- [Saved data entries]

──────────────────────────────

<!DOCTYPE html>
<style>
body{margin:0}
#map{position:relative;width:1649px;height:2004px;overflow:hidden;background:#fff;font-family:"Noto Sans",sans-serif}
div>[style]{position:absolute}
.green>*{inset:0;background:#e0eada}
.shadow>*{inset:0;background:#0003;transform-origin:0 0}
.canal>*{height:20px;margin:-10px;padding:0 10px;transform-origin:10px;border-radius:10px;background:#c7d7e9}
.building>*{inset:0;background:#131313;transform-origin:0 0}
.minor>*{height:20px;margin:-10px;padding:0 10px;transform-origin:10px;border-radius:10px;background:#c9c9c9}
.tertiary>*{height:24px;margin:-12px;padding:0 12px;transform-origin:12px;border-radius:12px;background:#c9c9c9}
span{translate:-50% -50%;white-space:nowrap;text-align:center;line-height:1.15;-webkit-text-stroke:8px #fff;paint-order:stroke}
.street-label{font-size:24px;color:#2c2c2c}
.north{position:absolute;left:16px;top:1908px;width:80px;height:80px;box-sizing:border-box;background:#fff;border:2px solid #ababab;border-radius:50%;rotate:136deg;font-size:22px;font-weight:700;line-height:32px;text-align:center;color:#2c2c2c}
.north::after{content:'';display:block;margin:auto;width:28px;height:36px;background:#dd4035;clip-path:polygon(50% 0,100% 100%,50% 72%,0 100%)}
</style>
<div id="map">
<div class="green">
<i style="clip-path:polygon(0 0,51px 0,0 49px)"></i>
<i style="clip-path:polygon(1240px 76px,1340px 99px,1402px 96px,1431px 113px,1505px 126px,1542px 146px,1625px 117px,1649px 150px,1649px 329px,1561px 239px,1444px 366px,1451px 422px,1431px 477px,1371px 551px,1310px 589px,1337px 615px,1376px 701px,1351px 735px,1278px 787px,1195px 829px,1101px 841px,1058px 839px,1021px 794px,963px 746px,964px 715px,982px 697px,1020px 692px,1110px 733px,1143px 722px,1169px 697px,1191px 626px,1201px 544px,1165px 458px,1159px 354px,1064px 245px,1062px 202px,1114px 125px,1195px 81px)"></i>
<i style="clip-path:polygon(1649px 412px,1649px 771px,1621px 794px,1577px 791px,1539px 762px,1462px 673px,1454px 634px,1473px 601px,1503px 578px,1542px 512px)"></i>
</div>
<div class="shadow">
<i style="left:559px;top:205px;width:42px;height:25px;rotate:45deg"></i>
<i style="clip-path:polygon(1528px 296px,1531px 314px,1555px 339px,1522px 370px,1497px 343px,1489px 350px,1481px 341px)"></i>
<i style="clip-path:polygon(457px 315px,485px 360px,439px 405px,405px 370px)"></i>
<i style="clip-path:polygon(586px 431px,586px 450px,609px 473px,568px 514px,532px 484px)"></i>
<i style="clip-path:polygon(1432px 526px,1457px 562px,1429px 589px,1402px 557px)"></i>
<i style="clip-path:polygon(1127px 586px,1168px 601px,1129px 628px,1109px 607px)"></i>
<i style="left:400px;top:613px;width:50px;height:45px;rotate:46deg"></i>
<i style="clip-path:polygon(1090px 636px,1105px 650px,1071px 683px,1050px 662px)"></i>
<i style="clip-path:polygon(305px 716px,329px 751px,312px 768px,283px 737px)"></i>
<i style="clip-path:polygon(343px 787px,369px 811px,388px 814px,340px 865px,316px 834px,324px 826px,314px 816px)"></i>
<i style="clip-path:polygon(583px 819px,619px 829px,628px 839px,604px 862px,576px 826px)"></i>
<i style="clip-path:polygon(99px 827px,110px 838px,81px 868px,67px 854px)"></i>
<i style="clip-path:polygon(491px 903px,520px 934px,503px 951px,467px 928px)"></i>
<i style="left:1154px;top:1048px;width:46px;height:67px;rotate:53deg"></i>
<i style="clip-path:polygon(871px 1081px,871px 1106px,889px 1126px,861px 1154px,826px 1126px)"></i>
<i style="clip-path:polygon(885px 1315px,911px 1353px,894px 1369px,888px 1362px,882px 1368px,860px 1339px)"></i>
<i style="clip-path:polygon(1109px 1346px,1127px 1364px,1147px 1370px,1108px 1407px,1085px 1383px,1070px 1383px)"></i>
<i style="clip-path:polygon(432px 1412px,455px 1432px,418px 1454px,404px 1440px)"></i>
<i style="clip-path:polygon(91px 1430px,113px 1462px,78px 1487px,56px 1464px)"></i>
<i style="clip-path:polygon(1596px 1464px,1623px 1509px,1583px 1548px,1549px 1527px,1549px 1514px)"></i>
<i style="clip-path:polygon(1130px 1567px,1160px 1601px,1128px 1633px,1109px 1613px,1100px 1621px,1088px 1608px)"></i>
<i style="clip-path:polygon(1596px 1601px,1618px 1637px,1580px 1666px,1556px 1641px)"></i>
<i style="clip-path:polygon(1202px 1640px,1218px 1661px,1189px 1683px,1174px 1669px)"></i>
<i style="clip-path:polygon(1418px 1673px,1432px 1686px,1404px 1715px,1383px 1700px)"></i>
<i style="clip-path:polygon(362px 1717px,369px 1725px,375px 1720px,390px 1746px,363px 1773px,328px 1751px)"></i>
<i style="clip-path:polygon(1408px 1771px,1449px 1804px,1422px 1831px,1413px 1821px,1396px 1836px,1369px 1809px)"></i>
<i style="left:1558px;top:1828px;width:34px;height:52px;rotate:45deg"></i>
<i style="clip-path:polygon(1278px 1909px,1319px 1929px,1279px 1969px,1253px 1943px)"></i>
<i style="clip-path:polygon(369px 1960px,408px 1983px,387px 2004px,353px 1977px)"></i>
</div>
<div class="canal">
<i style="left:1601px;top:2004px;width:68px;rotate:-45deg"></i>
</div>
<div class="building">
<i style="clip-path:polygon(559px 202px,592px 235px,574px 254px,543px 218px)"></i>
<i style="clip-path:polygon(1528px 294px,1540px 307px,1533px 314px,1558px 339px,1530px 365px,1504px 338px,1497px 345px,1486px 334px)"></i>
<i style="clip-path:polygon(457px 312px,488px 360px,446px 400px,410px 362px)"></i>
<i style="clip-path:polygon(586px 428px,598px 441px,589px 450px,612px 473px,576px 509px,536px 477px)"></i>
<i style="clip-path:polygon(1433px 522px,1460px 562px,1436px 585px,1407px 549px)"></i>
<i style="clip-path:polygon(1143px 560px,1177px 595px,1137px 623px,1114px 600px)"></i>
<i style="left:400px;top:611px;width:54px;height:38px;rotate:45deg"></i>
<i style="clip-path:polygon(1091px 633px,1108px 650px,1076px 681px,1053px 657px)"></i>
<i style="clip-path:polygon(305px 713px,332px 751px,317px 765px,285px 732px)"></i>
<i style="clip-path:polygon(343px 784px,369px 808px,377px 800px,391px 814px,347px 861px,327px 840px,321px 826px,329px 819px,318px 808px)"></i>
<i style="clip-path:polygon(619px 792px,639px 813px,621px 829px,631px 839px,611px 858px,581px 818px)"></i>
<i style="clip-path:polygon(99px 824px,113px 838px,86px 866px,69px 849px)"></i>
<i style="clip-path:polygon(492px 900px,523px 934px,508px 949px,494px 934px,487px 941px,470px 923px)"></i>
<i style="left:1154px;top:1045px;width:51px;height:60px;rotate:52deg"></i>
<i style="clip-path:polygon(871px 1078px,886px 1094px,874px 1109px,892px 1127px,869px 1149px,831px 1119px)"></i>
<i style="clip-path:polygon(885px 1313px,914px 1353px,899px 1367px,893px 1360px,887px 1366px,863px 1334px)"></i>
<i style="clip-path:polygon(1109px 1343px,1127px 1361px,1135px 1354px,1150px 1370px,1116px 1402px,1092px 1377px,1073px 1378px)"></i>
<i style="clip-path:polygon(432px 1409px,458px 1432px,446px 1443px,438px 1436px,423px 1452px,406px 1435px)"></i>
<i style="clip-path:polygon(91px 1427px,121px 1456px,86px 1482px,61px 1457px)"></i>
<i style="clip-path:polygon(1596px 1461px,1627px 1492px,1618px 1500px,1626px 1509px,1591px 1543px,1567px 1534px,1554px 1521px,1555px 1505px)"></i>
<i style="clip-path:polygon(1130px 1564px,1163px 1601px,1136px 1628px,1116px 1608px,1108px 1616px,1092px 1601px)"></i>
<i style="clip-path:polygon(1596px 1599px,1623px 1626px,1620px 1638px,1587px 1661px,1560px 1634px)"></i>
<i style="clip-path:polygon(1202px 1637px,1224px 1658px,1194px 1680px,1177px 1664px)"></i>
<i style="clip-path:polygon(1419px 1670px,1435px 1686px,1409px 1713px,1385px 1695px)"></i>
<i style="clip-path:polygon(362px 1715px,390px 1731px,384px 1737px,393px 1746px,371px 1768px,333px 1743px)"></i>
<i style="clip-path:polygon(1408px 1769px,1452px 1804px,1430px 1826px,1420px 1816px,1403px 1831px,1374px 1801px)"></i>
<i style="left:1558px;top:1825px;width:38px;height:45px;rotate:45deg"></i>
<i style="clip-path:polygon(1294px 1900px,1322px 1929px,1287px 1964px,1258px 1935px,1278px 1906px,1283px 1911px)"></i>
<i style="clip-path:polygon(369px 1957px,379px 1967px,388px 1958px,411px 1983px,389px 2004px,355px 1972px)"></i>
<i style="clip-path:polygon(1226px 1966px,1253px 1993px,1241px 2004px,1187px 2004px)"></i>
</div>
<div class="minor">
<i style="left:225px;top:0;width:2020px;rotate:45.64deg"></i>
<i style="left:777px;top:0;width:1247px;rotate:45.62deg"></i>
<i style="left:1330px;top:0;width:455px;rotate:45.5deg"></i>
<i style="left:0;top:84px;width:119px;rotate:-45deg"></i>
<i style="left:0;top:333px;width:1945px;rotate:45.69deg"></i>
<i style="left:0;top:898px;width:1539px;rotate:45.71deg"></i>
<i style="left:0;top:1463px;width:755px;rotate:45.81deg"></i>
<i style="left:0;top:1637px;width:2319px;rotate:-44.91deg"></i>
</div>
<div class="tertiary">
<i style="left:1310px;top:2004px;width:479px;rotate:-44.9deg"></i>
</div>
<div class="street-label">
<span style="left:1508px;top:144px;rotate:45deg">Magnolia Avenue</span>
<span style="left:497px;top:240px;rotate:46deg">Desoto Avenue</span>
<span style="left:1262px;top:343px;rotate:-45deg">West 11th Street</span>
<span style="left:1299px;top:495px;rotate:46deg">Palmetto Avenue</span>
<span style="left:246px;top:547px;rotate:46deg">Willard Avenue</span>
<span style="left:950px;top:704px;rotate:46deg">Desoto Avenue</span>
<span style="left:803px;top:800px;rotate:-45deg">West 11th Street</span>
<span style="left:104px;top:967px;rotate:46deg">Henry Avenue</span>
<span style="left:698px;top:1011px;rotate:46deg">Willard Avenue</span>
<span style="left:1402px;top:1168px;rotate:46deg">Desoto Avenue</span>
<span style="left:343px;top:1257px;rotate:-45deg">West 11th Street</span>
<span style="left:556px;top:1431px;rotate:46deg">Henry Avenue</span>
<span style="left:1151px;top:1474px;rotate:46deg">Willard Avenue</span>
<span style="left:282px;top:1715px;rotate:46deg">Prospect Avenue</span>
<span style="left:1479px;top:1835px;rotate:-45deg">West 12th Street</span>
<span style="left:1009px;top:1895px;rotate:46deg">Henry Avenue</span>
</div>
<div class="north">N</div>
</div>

──────────────────────────────

- [About this exercise] From the entries above, copy every line that holds the word "color".

- [Output below]
.street-label{font-size:24px;color:#2c2c2c}
.north{position:absolute;left:16px;top:1908px;width:80px;height:80px;box-sizing:border-box;background:#fff;border:2px solid #ababab;border-radius:50%;rotate:136deg;font-size:22px;font-weight:700;line-height:32px;text-align:center;color:#2c2c2c}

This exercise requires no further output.